(Beginning of Information supplied)

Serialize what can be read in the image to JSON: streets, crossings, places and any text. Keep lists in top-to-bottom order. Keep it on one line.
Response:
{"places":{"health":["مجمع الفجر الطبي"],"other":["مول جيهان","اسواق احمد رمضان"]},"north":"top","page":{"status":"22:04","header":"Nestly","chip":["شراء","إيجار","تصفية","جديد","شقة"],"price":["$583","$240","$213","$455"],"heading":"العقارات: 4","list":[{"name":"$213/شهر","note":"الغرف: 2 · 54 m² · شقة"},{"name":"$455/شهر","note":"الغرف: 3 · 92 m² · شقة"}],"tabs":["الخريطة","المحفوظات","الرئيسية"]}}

(End of Information supplied)

#### Exercise objective
Repeat the whole of the data above exactly as it appears.

#### Response
Serialize what can be read in the image to JSON: streets, crossings, places and any text. Keep lists in top-to-bottom order. Keep it on one line.
Response:
{"places":{"health":["مجمع الفجر الطبي"],"other":["مول جيهان","اسواق احمد رمضان"]},"north":"top","page":{"status":"22:04","header":"Nestly","chip":["شراء","إيجار","تصفية","جديد","شقة"],"price":["$583","$240","$213","$455"],"heading":"العقارات: 4","list":[{"name":"$213/شهر","note":"الغرف: 2 · 54 m² · شقة"},{"name":"$455/شهر","note":"الغرف: 3 · 92 m² · شقة"}],"tabs":["الخريطة","المحفوظات","الرئيسية"]}}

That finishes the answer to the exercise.